Practically speaking, if we made work memory for autovacuum unlimited,
and allocated on demand as much as we need, I bet almost nobody would
have an issue.

> Because if we have global indexes then we must need this
> infrastructure to store the dead items for the partition because for
> example after vacuuming 1000 partitions while vacuuming the 1001st
> partition if we need to vacuum the global index then we don't want to
> rescan all the previous 1000 partitions to regenerate those old dead
> items right?  So I think this is the actual use case where we
> indirectly skip the heap vacuuming for some of the partitions before
> performing the index vacuum.

Well I agree. But the problem is what development path we should
pursue in terms of getting there. We want to do something that's going
to make sense if and when we eventually get global indexes, but which
is going to give us a good amount of benefit in the meanwhile, and
also doesn't involve having to make too many changes to the code at
the same time. I liked the idea of keeping VACUUM basically as it is
today -- two heap passes with an index pass in the middle, but now
with the conveyor injected -- because it keeps the code changes as
simple as possible. And perhaps we should start by doing just that
much. But now that I've realized that the benefit of doing only that
much is so little, I'm a lot less convinced that it is a good first
step. Any hope of getting a more significant benefit out of the
conveyor belt stuff relies on our ability to get more decoupling, so
that we for example collect dead TIDs on Tuesday, vacuum the indexes
on Wednesday, and set the dead TIDs unused on Thursday, doing other
things meanwhile.

And from that point of view I see two problems. One problem is that I
do not think we want to force all vacuuming through the conveyor belt
model. It doesn't really make sense for a small table with no
associated global indexes. And so then there is a code structure
issue: how do we set things up so that we can vacuum as we do today,
or alternatively vacuum in completely separate stages, without filling
the code up with a million "if" statements? The other problem is
understanding whether it's really feasible to postpone the index
vacuuming and the second heap pass in realistic scenarios. Postponing
index vacuuming and the second heap pass means that dead line pointers
remain in the heap, and that can drive bloat via line pointer
exhaustion. The whole idea of decoupling table and index vacuum
supposes that there are situations in which it's worth performing the
first heap pass where we gather the dead line pointers but where it's
not necessary to follow that up as quickly as possible with a second
heap pass to mark dead line pointers unused. I think Peter and I are
in agreement that there are situations in which some indexes need to
be vacuumed much more often than others -- but that doesn't matter if
the heap needs to be vacuumed more frequently than anything else,
because you can't do that without first vacuuming all the indexes.

-- 
Robert Haas
EDB: http://www.enterprisedb.com



Re: should vacuum's first heap pass be read-only?

From
Peter Geoghegan
Date:
On Tue, Apr 5, 2022 at 5:44 AM Robert Haas <robertmhaas@gmail.com> wrote:
> The whole idea of decoupling table and index vacuum
> supposes that there are situations in which it's worth performing the
> first heap pass where we gather the dead line pointers but where it's
> not necessary to follow that up as quickly as possible with a second
> heap pass to mark dead line pointers unused. I think Peter and I are
> in agreement that there are situations in which some indexes need to
> be vacuumed much more often than others -- but that doesn't matter if
> the heap needs to be vacuumed more frequently than anything else,
> because you can't do that without first vacuuming all the indexes.
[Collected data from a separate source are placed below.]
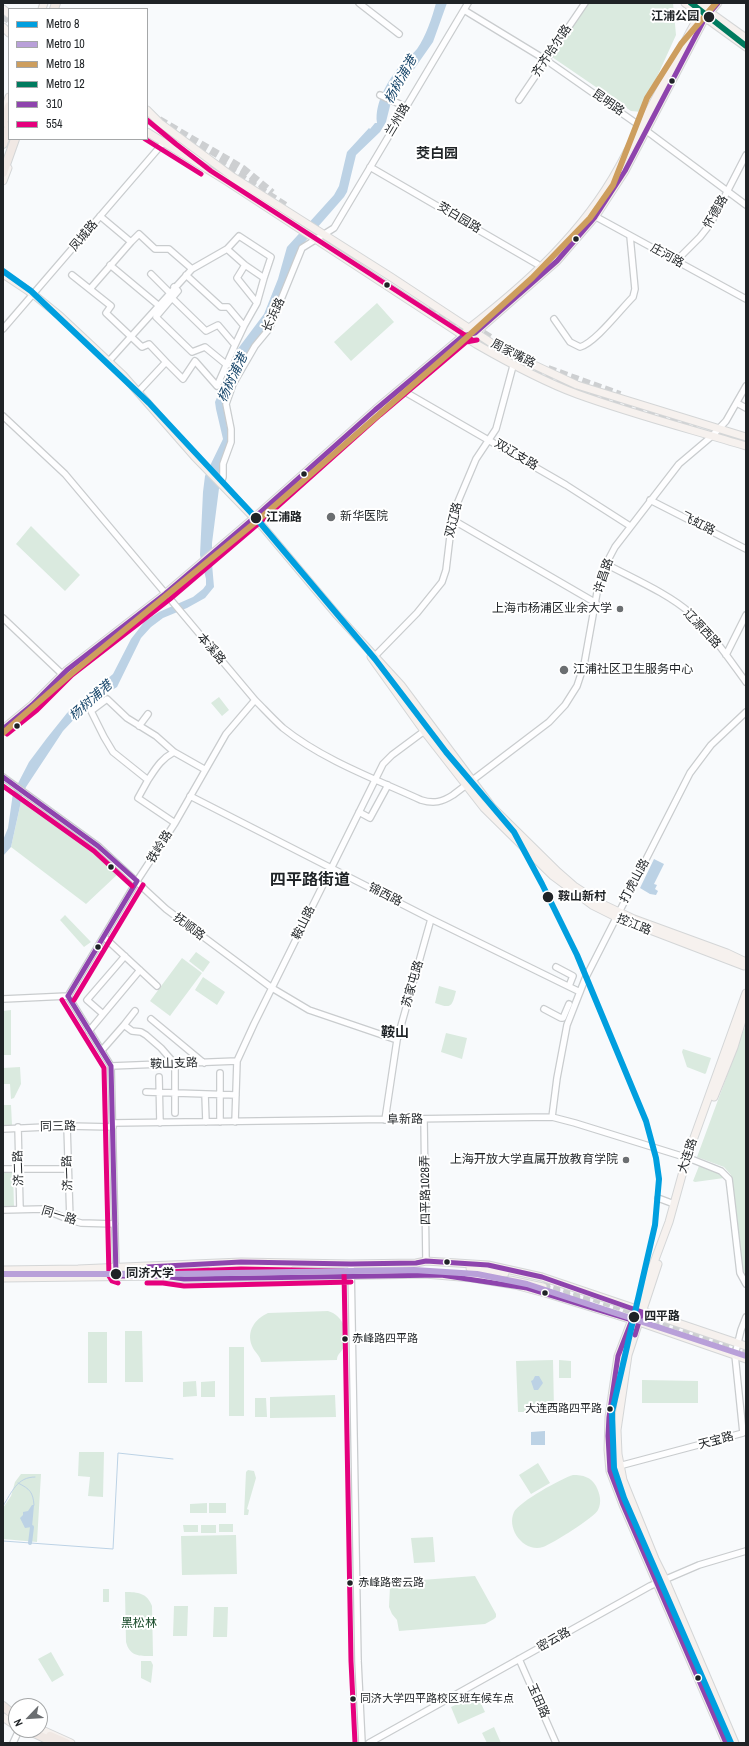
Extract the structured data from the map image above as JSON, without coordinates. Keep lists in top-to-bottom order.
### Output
{
  "streets": {
    "main road": ["周家嘴路", "控江路", "大连路"],
    "street": [
      "齐齐哈尔路",
      "昆明路",
      "兰州路",
      "怀德路",
      "茭白园路",
      "凤城路",
      "庄河路",
      "长浜路",
      "双辽支路",
      "双辽路",
      "飞虹路",
      "许昌路",
      "辽源西路",
      "本溪路",
      "铁岭路",
      "打虎山路",
      "锦西路",
      "鞍山路",
      "抚顺路",
      "苏家屯路",
      "鞍山支路",
      "阜新路",
      "同三路",
      "济二路",
      "济一路",
      "四平路1028弄",
      "同一路",
      "天宝路",
      "密云路",
      "玉田路"
    ]
  },
  "crossings": [
    ["齐齐哈尔路", "昆明路"],
    ["昆明路", "兰州路"],
    ["昆明路", "怀德路"],
    ["兰州路", "茭白园路"],
    ["兰州路", "长浜路"],
    ["兰州路", "周家嘴路"],
    ["怀德路", "庄河路"],
    ["凤城路", "周家嘴路"],
    ["凤城路", "控江路"],
    ["长浜路", "周家嘴路"],
    ["长浜路", "控江路"],
    ["周家嘴路", "双辽路"],
    ["周家嘴路", "许昌路"],
    ["双辽支路", "双辽路"],
    ["双辽支路", "许昌路"],
    ["双辽路", "控江路"],
    ["飞虹路", "许昌路"],
    ["许昌路", "辽源西路"],
    ["许昌路", "本溪路"],
    ["许昌路", "控江路"],
    ["本溪路", "铁岭路"],
    ["本溪路", "鞍山路"],
    ["本溪路", "控江路"],
    ["铁岭路", "锦西路"],
    ["铁岭路", "抚顺路"],
    ["打虎山路", "锦西路"],
    ["打虎山路", "控江路"],
    ["打虎山路", "阜新路"],
    ["锦西路", "鞍山路"],
    ["锦西路", "苏家屯路"],
    ["鞍山路", "控江路"],
    ["鞍山路", "抚顺路"],
    ["鞍山路", "鞍山支路"],
    ["鞍山路", "阜新路"],
    ["抚顺路", "苏家屯路"],
    ["苏家屯路", "阜新路"],
    ["阜新路", "同三路"],
    ["阜新路", "大连路"],
    ["阜新路", "四平路1028弄"],
    ["同三路", "济二路"],
    ["同三路", "济一路"],
    ["济二路", "同一路"],
    ["济一路", "同一路"],
    ["密云路", "玉田路"]
  ],
  "districts": ["茭白园", "四平路街道", "鞍山"],
  "water": ["杨树浦港"],
  "parks": ["黑松林"],
  "places": [
    "江浦公园",
    "新华医院",
    "江浦路",
    "上海市杨浦区业余大学",
    "江浦社区卫生服务中心",
    "鞍山新村",
    "上海开放大学直属开放教育学院",
    "同济大学",
    "四平路",
    "赤峰路四平路",
    "大连西路四平路",
    "赤峰路密云路",
    "同济大学四平路校区班车候车点"
  ],
  "lines": [
    "metro line 18",
    "metro line 12",
    "transit line 310",
    "transit line 554",
    "metro line 8",
    "metro line 10"
  ],
  "legend": [
    "Metro 8",
    "Metro 10",
    "Metro 18",
    "Metro 12",
    "310",
    "554"
  ],
  "north": "bottom left"
}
It's not just an enabler of more frequent index vacuuming (for those
indexes that need it the most), though. It's also an enabler of more
frequent lazy_scan_prune processing (in particular setting hint bits
and freezing), which is probably even more likely to benefit from the
decoupling you'd be enabling. I can imagine this having great value in
a world where autovacuum scheduling eagerly keeps up with inserts into
an append-mostly table, largely avoiding repeating dirtying within
lazy_scan_prune, with dynamic feedback. You just need to put off the
work of index/heap vacuuming to be able to do that kind of thing.
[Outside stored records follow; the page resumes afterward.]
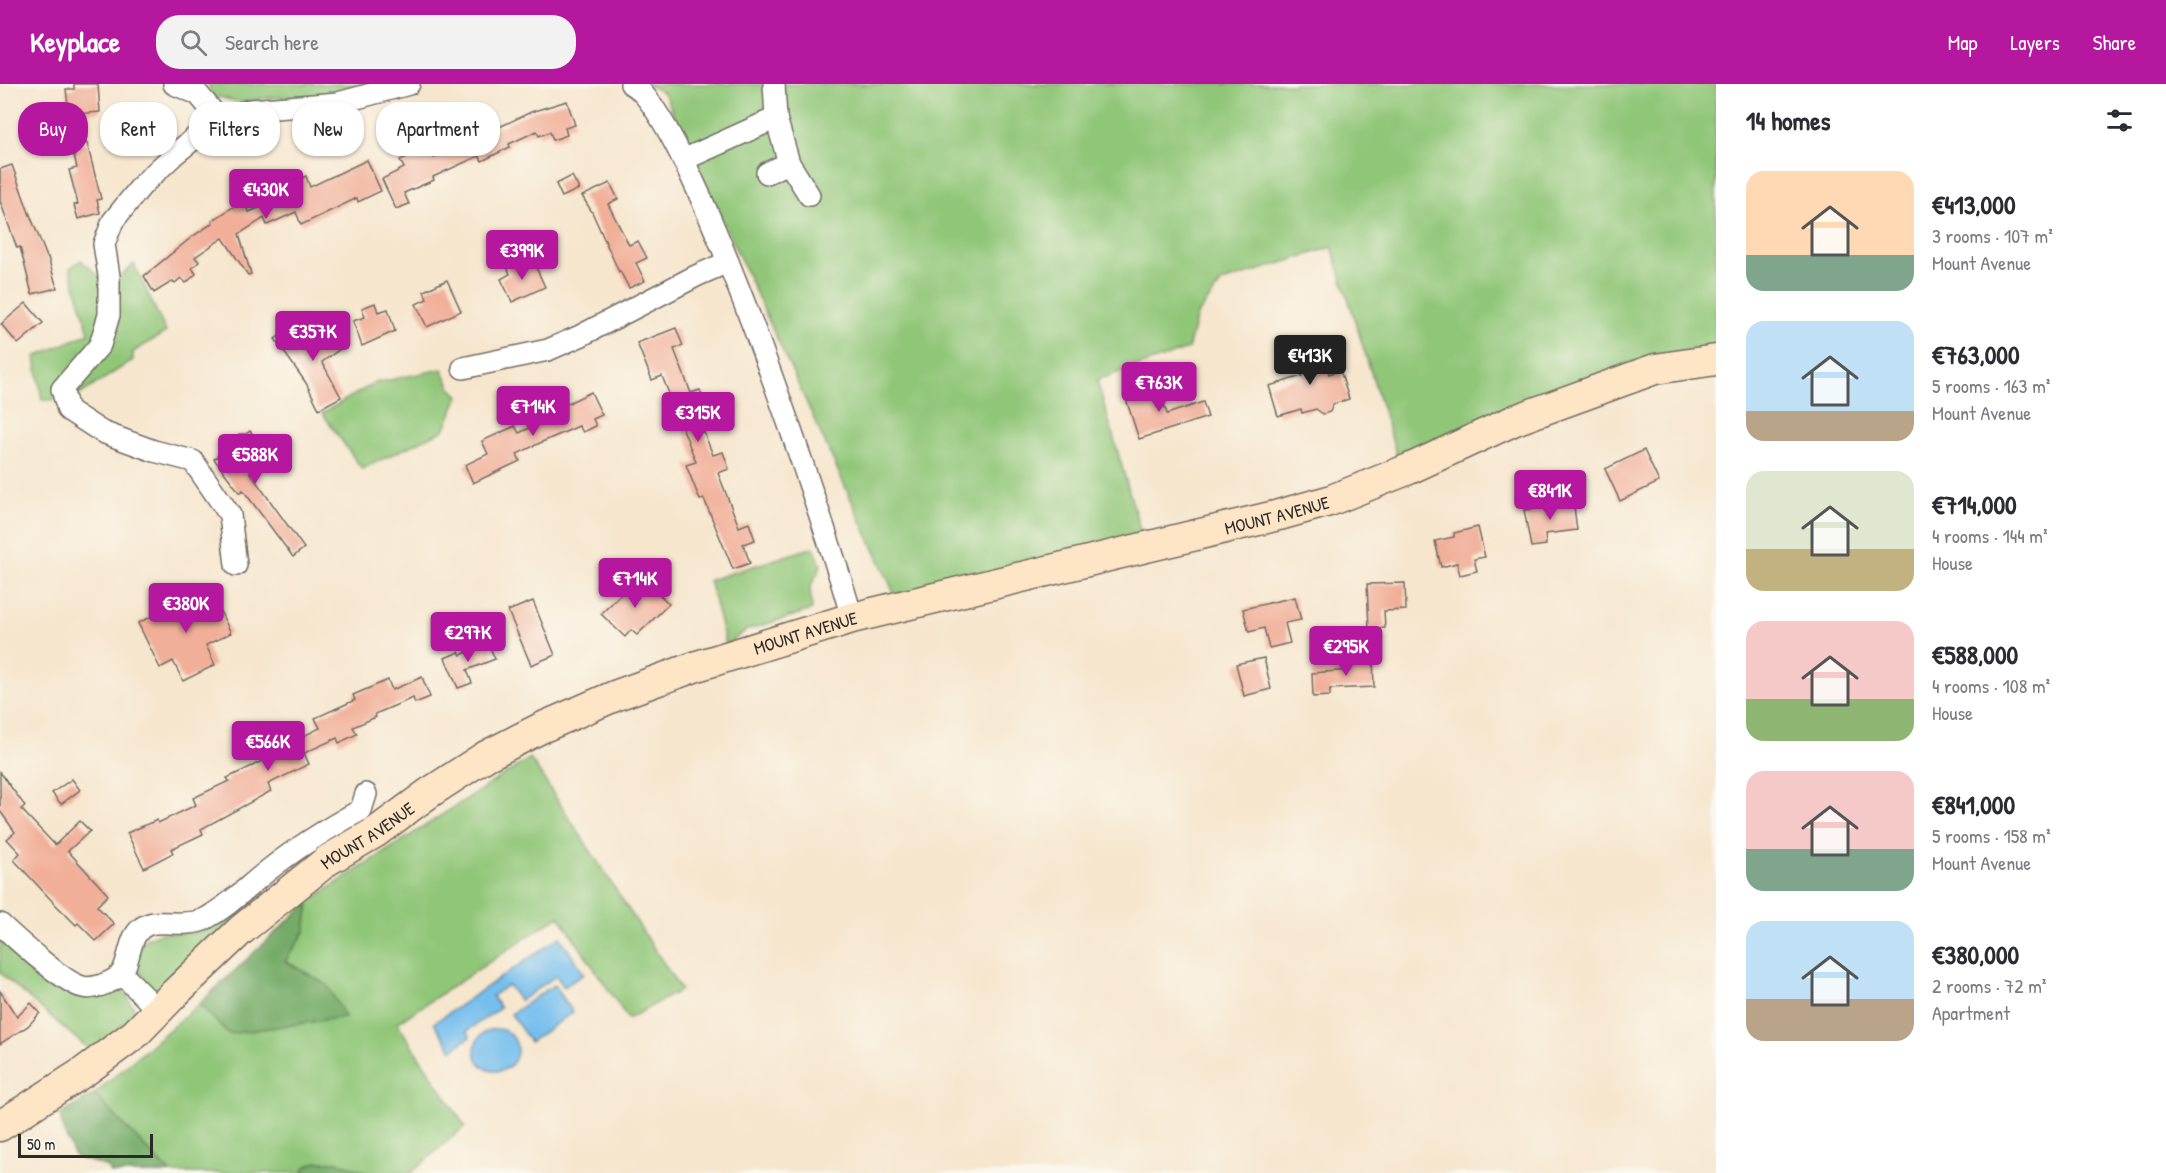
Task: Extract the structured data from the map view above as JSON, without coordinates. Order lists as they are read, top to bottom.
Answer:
{
  "streets": {
    "street": ["MOUNT AVENUE"]
  },
  "scale_bar": "50 m",
  "page": {
    "header": "Keyplace",
    "search": "Search here",
    "nav": ["Map", "Layers", "Share"],
    "heading": "14 homes",
    "chip": [
      "Buy",
      "Rent",
      "Filters",
      "New",
      "Apartment"
    ],
    "list": [
      {
        "name": "€413,000",
        "note": "3 rooms · 107 m² · Mount Avenue"
      },
      {
        "name": "€763,000",
        "note": "5 rooms · 163 m² · Mount Avenue"
      },
      {
        "name": "€714,000",
        "note": "4 rooms · 144 m² · House"
      },
      {
        "name": "€588,000",
        "note": "4 rooms · 108 m² · House"
      },
      {
        "name": "€841,000",
        "note": "5 rooms · 158 m² · Mount Avenue"
      },
      {
        "name": "€380,000",
        "note": "2 rooms · 72 m² · Apartment"
      }
    ],
    "price": [
      "€430K",
      "€399K",
      "€357K",
      "€413K",
      "€763K",
      "€714K",
      "€315K",
      "€588K",
      "€841K",
      "€714K",
      "€380K",
      "€297K",
      "€295K",
      "€566K"
    ],
    "scale": "50 m"
  }
}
Postgres 14 split the WAL record previously shared by both pruning and
vacuuming (called XLOG_HEAP2_CLEAN) into two separate WAL records
(called XLOG_HEAP2_PRUNE and XLOG_HEAP2_VACUUM). That made it easier
to spot the fact that we usually have far fewer of the latter WAL
records during VACUUM by using pg_waldump. Might be worth doing your
own experiments on this.

Other instrumentation changes in 14 also helped here. In particular
the "%u pages from table (%.2f%% of total) had %lld dead item
identifiers removed" line that was added to autovacuum's log output
made it easy to spot how little heap vacuuming might really be needed.
With some tables it is roughly the opposite way around (as much or
even more heap vacuuming than pruning/freezing) -- you'll tend to see
that in tables where opportunistic pruning leaves behind a lot of
LP_DEAD stubs that only VACUUM can make LP_UNUSED.

But, these same LP_DEAD-heavy tables *also* have a very decent
chance of benefiting from a better index vacuuming strategy, something
*also* enabled by the conveyor belt design. So overall, in either scenario,
VACUUM concentrates on problems that are particular to a given table
and workload, without being hindered by implementation-level
restrictions.

--
Peter Geoghegan



Re: should vacuum's first heap pass be read-only?

From
Robert Haas
Date:
On Tue, Apr 5, 2022 at 3:22 PM Peter Geoghegan <pg@bowt.ie> wrote:
> It's not just an enabler of more frequent index vacuuming (for those
> indexes that need it the most), though. It's also an enabler of more
> frequent lazy_scan_prune processing (in particular setting hint bits
> and freezing), which is probably even more likely to benefit from the
> decoupling you'd be enabling. I can imagine this having great value in
> a world where autovacuum scheduling eagerly keeps up with inserts into
> an append-mostly table, largely avoiding repeating dirtying within
> lazy_scan_prune, with dynamic feedback. You just need to put off the
> work of index/heap vacuuming to be able to do that kind of thing.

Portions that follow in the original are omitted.